*Data extracts:*
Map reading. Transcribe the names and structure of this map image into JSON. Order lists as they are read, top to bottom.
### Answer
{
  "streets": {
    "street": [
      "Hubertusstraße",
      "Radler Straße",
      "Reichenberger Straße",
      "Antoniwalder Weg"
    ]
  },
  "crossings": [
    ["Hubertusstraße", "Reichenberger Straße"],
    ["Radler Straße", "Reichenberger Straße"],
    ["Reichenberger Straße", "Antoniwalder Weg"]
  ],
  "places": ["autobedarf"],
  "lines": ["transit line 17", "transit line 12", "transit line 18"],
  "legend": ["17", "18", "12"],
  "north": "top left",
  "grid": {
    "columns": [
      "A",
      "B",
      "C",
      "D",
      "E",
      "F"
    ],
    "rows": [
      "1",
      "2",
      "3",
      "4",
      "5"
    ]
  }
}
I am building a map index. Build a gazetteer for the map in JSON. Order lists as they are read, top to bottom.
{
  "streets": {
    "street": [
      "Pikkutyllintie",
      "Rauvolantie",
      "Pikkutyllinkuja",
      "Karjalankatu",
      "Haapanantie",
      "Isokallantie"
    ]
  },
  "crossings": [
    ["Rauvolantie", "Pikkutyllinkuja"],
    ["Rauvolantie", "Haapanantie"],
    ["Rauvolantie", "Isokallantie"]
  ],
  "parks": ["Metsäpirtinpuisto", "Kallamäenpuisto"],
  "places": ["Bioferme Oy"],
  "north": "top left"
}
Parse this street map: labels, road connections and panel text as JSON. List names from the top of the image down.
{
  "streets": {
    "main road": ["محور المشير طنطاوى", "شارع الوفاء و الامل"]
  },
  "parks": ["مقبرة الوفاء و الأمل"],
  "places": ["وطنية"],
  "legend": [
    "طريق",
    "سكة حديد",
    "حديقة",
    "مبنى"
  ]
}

*Task objective:*
Please repeat the data above verbatim, all of it.

*Exercise response:*
Map reading. Transcribe the names and structure of this map image into JSON. Order lists as they are read, top to bottom.
### Answer
{
  "streets": {
    "street": [
      "Hubertusstraße",
      "Radler Straße",
      "Reichenberger Straße",
      "Antoniwalder Weg"
    ]
  },
  "crossings": [
    ["Hubertusstraße", "Reichenberger Straße"],
    ["Radler Straße", "Reichenberger Straße"],
    ["Reichenberger Straße", "Antoniwalder Weg"]
  ],
  "places": ["autobedarf"],
  "lines": ["transit line 17", "transit line 12", "transit line 18"],
  "legend": ["17", "18", "12"],
  "north": "top left",
  "grid": {
    "columns": [
      "A",
      "B",
      "C",
      "D",
      "E",
      "F"
    ],
    "rows": [
      "1",
      "2",
      "3",
      "4",
      "5"
    ]
  }
}
I am building a map index. Build a gazetteer for the map in JSON. Order lists as they are read, top to bottom.
{
  "streets": {
    "street": [
      "Pikkutyllintie",
      "Rauvolantie",
      "Pikkutyllinkuja",
      "Karjalankatu",
      "Haapanantie",
      "Isokallantie"
    ]
  },
  "crossings": [
    ["Rauvolantie", "Pikkutyllinkuja"],
    ["Rauvolantie", "Haapanantie"],
    ["Rauvolantie", "Isokallantie"]
  ],
  "parks": ["Metsäpirtinpuisto", "Kallamäenpuisto"],
  "places": ["Bioferme Oy"],
  "north": "top left"
}
Parse this street map: labels, road connections and panel text as JSON. List names from the top of the image down.
{
  "streets": {
    "main road": ["محور المشير طنطاوى", "شارع الوفاء و الامل"]
  },
  "parks": ["مقبرة الوفاء و الأمل"],
  "places": ["وطنية"],
  "legend": [
    "طريق",
    "سكة حديد",
    "حديقة",
    "مبنى"
  ]
}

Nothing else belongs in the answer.